Washington, D.C., February 27 (ANI) — The East Turkistan Government in Exile (ETGE) has called on the international community, including United Nations bodies, to take coordinated and principled action over what it describes as the institutionalisation of a coercive security and control system in East Turkistan (Xinjiang), which the ETGE calls an occupied territory under Chinese rule.
In a statement posted on X, the ETGE said Beijing’s “People’s War on Terror” and “Strike Hard Campaign against Violent Terrorism,” launched in May 2014, have evolved into long-running policies that the group alleges serve as official justification for measures it characterises as genocide and crimes against humanity against Uyghurs, Kazakhs, Kyrgyz and other Turkic peoples.
The ETGE cited reports of a “Political-Legal Work” conference held on February 9 in Urumchi under Chinese Communist Party administration, attended by senior political and security officials. The group said Chen Xiaojiang, identified as the region’s top Party official, spoke at the meeting and Erkin Tuniyaz presided. Participants reportedly included representatives from the Xinjiang Production and Construction Corps (XPCC), the Xinjiang Military Region, the Armed Police Command and other security and intelligence bodies, with Wang Gang—described by the ETGE as the Party’s regional security chief—issuing specific enforcement directives.
According to the ETGE, the directives emphasised “preventing risks, ensuring security and safeguarding stability,” and called for the continued normalisation of counterterrorism and stability-maintenance measures. They reportedly urged maintaining a “high-pressure” posture against the so-called “three forces,” accelerating an integrated prevention-and-control system, tightening border controls, intensifying de-extremification, and expanding anti-separatism and foreign-related security operations.

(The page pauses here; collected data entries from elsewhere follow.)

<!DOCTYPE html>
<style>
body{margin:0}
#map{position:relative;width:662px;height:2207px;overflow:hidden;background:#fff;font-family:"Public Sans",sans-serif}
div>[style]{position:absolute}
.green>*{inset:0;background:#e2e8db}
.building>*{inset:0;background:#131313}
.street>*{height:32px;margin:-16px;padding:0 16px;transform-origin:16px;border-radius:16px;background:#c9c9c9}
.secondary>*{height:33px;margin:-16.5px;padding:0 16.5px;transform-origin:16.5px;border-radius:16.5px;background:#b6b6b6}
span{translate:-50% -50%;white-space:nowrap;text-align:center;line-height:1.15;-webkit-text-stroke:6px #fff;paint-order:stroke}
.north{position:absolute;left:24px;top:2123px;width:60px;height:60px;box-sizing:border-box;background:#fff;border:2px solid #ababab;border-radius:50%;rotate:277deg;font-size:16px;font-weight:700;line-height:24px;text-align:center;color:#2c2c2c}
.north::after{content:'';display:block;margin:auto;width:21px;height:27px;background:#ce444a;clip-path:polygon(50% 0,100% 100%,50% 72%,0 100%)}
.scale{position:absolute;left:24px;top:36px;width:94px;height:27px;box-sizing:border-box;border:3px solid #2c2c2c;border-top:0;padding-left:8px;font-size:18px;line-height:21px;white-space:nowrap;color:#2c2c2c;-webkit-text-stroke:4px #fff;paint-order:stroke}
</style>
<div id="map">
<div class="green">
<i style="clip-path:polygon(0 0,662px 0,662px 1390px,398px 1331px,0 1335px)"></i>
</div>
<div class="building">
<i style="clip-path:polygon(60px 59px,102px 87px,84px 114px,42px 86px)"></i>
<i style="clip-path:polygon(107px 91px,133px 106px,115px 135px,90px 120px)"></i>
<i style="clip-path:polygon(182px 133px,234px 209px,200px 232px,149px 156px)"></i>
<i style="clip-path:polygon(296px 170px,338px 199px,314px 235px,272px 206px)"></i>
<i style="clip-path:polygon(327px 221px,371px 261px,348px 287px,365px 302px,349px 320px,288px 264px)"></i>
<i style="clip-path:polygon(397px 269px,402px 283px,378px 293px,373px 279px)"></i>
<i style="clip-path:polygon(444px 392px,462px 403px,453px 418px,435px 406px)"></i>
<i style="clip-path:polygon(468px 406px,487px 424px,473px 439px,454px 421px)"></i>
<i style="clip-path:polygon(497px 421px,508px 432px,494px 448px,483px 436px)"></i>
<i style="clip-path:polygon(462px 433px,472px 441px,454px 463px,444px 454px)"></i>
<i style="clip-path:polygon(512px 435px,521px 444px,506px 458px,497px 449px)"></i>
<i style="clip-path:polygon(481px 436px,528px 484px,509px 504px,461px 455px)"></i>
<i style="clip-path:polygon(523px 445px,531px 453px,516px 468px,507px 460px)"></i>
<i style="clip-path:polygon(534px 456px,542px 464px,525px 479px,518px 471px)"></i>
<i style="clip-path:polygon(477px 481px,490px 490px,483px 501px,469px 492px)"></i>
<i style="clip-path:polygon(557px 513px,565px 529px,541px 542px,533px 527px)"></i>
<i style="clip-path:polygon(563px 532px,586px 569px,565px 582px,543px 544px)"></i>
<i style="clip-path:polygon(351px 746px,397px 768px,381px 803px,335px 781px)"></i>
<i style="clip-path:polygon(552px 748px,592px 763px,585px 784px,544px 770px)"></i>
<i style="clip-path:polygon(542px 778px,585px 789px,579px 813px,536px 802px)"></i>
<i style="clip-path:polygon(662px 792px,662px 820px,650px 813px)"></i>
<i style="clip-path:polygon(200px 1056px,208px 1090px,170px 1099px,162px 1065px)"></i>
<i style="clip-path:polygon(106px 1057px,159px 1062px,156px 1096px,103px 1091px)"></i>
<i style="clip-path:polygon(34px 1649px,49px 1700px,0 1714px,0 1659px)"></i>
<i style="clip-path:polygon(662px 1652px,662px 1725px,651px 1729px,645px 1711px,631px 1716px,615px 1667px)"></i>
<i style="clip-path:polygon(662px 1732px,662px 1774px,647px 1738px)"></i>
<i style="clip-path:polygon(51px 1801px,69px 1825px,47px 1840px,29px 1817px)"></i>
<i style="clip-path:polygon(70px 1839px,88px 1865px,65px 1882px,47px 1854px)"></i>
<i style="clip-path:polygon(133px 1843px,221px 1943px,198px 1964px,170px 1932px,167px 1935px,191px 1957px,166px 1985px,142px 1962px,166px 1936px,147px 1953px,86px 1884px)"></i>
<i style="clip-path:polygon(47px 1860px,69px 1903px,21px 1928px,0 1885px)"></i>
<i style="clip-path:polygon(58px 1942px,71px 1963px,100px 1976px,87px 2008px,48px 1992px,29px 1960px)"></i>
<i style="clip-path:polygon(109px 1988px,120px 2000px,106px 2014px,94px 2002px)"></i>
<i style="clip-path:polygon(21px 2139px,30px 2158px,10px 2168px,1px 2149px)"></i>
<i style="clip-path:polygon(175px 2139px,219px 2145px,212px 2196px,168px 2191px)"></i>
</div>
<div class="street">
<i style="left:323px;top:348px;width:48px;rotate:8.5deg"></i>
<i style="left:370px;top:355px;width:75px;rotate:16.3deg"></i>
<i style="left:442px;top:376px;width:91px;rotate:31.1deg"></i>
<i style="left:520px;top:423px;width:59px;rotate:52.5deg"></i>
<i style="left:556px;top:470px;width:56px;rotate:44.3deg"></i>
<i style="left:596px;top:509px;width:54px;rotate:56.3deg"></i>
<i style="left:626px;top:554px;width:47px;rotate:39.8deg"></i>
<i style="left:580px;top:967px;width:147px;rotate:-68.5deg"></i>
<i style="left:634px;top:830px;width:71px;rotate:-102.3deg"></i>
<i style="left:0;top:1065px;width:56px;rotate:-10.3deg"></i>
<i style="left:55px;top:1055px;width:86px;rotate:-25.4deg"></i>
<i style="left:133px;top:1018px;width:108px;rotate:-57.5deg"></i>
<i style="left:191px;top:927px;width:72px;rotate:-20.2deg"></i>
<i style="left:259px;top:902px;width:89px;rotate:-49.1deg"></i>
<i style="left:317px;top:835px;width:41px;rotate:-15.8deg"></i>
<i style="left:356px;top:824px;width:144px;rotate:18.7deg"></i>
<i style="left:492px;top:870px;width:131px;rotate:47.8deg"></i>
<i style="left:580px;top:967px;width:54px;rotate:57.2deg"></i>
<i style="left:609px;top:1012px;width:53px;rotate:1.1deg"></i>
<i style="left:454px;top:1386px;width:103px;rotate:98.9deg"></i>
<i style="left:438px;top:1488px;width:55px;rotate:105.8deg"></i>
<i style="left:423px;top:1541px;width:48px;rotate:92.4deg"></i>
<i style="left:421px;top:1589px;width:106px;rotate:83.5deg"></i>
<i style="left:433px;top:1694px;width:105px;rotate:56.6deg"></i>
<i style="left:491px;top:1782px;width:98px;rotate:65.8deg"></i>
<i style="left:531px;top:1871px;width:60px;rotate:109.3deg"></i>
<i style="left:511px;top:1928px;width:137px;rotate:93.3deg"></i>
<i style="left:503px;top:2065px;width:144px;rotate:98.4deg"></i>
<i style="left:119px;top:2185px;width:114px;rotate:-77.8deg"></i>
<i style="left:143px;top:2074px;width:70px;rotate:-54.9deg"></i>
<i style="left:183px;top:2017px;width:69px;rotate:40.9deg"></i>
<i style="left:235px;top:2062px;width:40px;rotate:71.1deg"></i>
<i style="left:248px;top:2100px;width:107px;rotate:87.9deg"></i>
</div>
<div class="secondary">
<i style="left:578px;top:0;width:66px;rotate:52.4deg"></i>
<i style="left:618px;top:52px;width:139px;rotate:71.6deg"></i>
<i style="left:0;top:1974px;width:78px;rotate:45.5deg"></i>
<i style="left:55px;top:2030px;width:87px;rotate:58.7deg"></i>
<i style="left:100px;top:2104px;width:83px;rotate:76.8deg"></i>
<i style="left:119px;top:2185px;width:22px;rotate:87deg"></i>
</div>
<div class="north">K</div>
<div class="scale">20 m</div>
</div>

The ETGE said these policies are consolidating a mass-surveillance and grassroots control apparatus, invoking the Fengqiao model of social governance, and reinforcing practices that have drawn international criticism. The statement referenced findings by the United States and several Western parliaments that China’s actions in the region amount to genocide and crimes against humanity, a UN Human Rights Office assessment that serious violations — some potentially amounting to crimes against humanity — have occurred, and a joint declaration by 51 UN member states condemning abuses against Uyghurs and other Turkic peoples.
Salih Hudayar, ETGE minister of foreign affairs and security, described the directives as outlining a colonial control system meant to entrench Beijing’s rule, and said the normalisation of counterterrorism and de-extremification provides an administrative framework for mass surveillance, detention, forced labour and coercive population-control policies. The ETGE is urging targeted sanctions on officials it names within what it terms the colonial chain of command, measures to counter transnational repression, and strengthened accountability through national and international legal mechanisms.
The group argues the matter should be treated as an issue of decolonisation rather than solely an internal Chinese affair. Mamtimin Ala, president of the ETGE, has called on governments to support the right of the people of East Turkistan to self-determination and national independence.
(This report is based on a syndicated feed and is published as received.)